(Stored data entries)
►
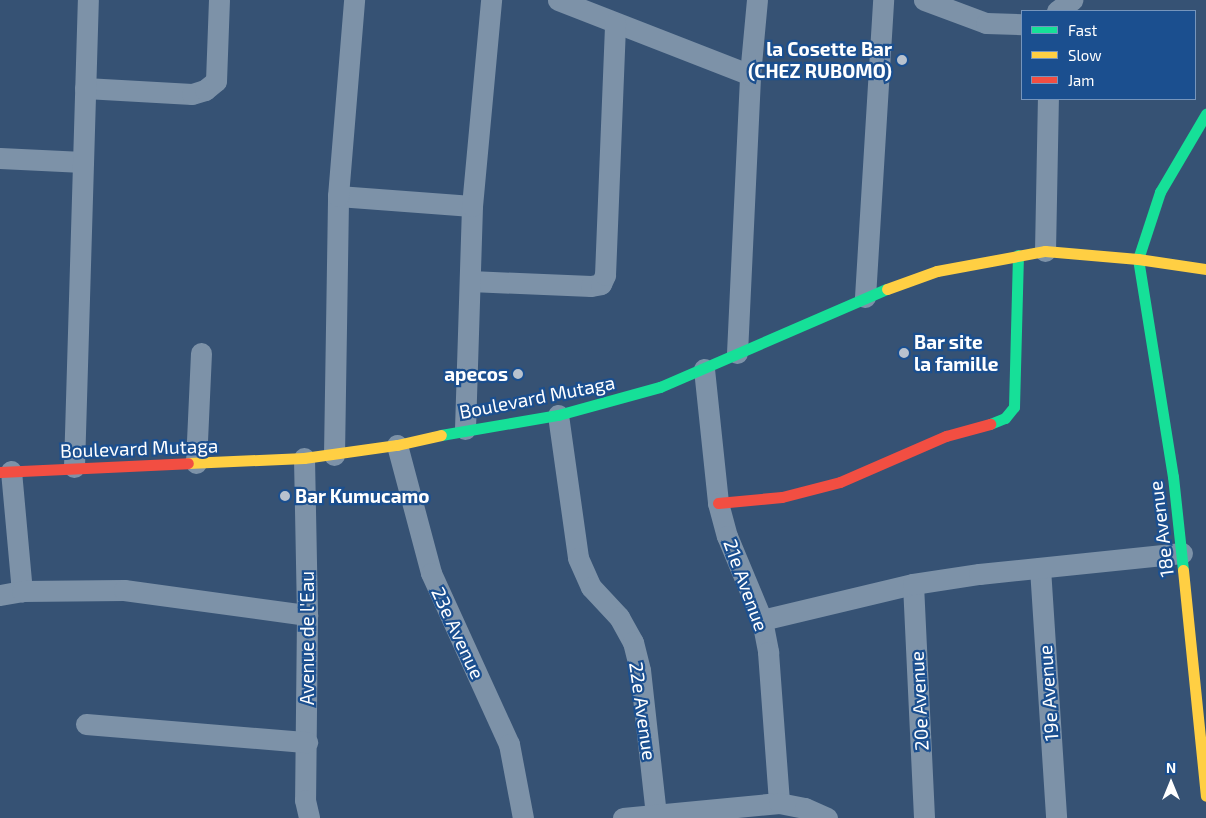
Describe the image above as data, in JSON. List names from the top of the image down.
{
  "streets": {
    "street": [
      "Boulevard Mutaga",
      "18e Avenue",
      "21e Avenue",
      "23e Avenue",
      "Avenue de l'Eau",
      "19e Avenue",
      "20e Avenue",
      "22e Avenue"
    ]
  },
  "crossings": [
    ["Boulevard Mutaga", "18e Avenue"],
    ["Boulevard Mutaga", "21e Avenue"],
    ["Boulevard Mutaga", "23e Avenue"],
    ["Boulevard Mutaga", "Avenue de l'Eau"],
    ["Boulevard Mutaga", "22e Avenue"]
  ],
  "places": [
    "la Cosette Bar (CHEZ RUBOMO)",
    "Bar site la famille",
    "apecos",
    "Bar Kumucamo"
  ],
  "legend": ["Fast", "Slow", "Jam"],
  "north": "top"
}
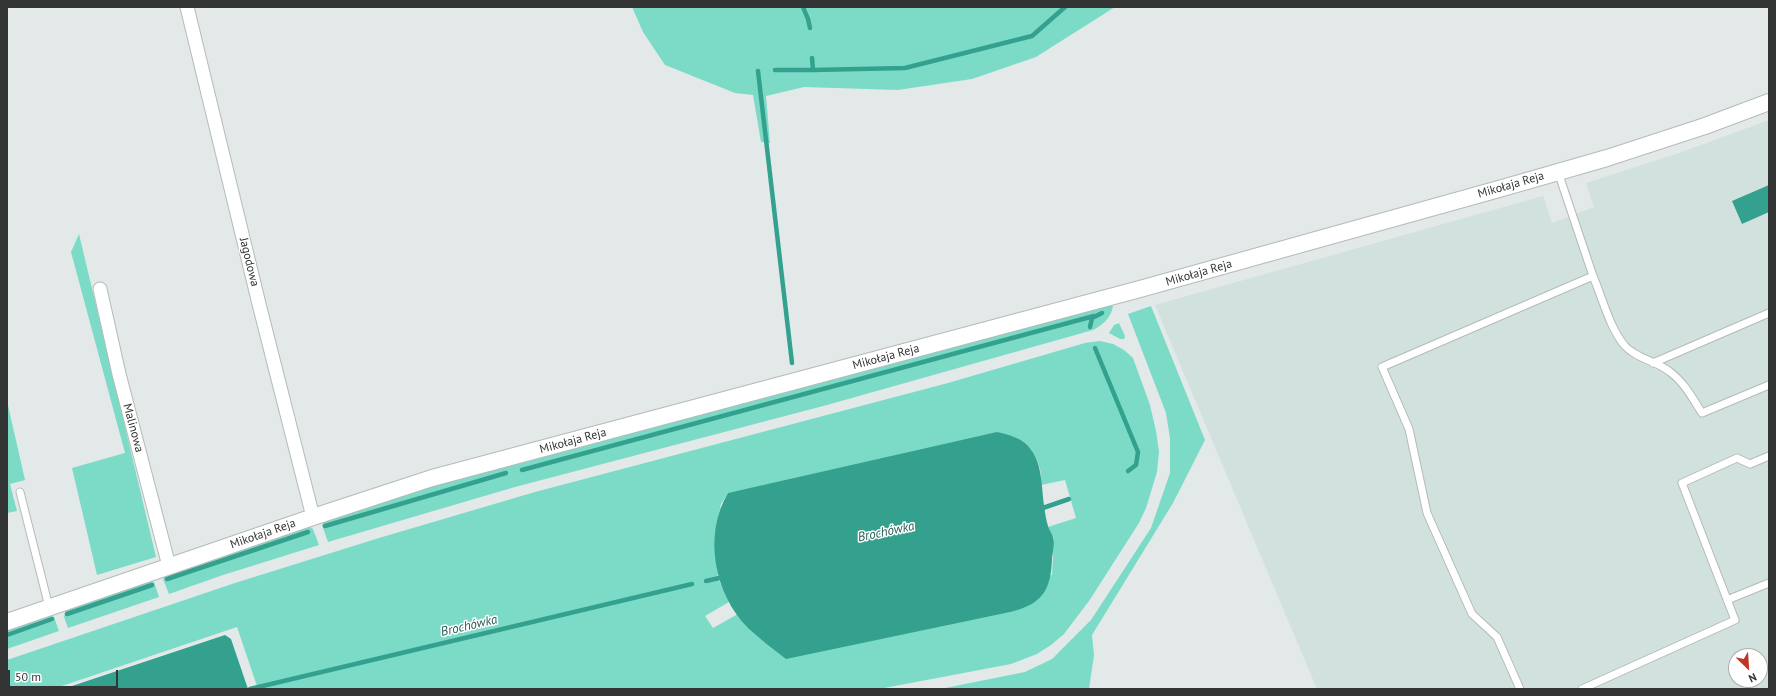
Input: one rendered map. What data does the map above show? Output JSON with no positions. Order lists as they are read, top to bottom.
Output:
{
  "streets": {
    "street": ["Mikołaja Reja", "Jagodowa", "Malinowa"]
  },
  "crossings": [
    ["Mikołaja Reja", "Jagodowa"],
    ["Mikołaja Reja", "Malinowa"]
  ],
  "water": ["Brochówka"],
  "scale_bar": "50 m",
  "north": "bottom right"
}
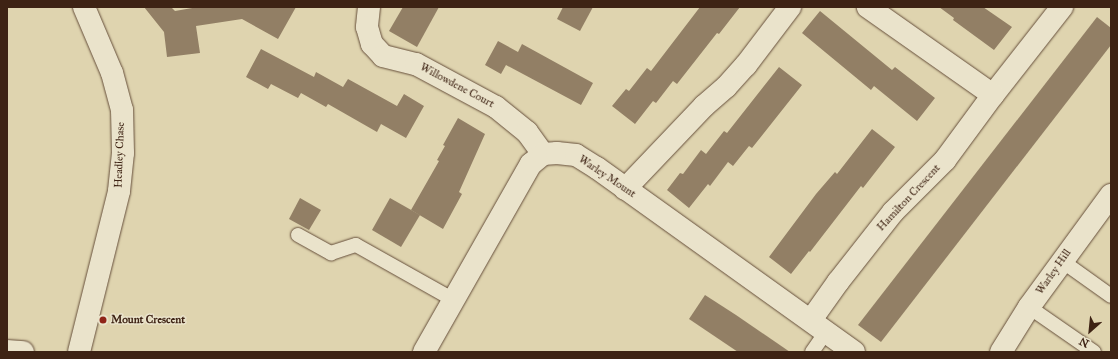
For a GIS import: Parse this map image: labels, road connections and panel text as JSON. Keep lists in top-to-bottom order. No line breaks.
{"streets":{"street":["Willowdene Court","Headley Chase","Warley Mount","Hamilton Crescent","Warley Hill"]},"crossings":[["Willowdene Court","Warley Mount"],["Warley Mount","Hamilton Crescent"]],"places":["Mount Crescent"],"north":"bottom left"}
◄
*What this task involves*:
In your copy, include no pictures, but reproduce all records exactly.

*Written solution*:
Describe the image above as data, in JSON. List names from the top of the image down.
{
  "streets": {
    "street": [
      "Boulevard Mutaga",
      "18e Avenue",
      "21e Avenue",
      "23e Avenue",
      "Avenue de l'Eau",
      "19e Avenue",
      "20e Avenue",
      "22e Avenue"
    ]
  },
  "crossings": [
    ["Boulevard Mutaga", "18e Avenue"],
    ["Boulevard Mutaga", "21e Avenue"],
    ["Boulevard Mutaga", "23e Avenue"],
    ["Boulevard Mutaga", "Avenue de l'Eau"],
    ["Boulevard Mutaga", "22e Avenue"]
  ],
  "places": [
    "la Cosette Bar (CHEZ RUBOMO)",
    "Bar site la famille",
    "apecos",
    "Bar Kumucamo"
  ],
  "legend": ["Fast", "Slow", "Jam"],
  "north": "top"
}
Input: one rendered map. What data does the map above show? Output JSON with no positions. Order lists as they are read, top to bottom.
Output:
{
  "streets": {
    "street": ["Mikołaja Reja", "Jagodowa", "Malinowa"]
  },
  "crossings": [
    ["Mikołaja Reja", "Jagodowa"],
    ["Mikołaja Reja", "Malinowa"]
  ],
  "water": ["Brochówka"],
  "scale_bar": "50 m",
  "north": "bottom right"
}
For a GIS import: Parse this map image: labels, road connections and panel text as JSON. Keep lists in top-to-bottom order. No line breaks.
{"streets":{"street":["Willowdene Court","Headley Chase","Warley Mount","Hamilton Crescent","Warley Hill"]},"crossings":[["Willowdene Court","Warley Mount"],["Warley Mount","Hamilton Crescent"]],"places":["Mount Crescent"],"north":"bottom left"}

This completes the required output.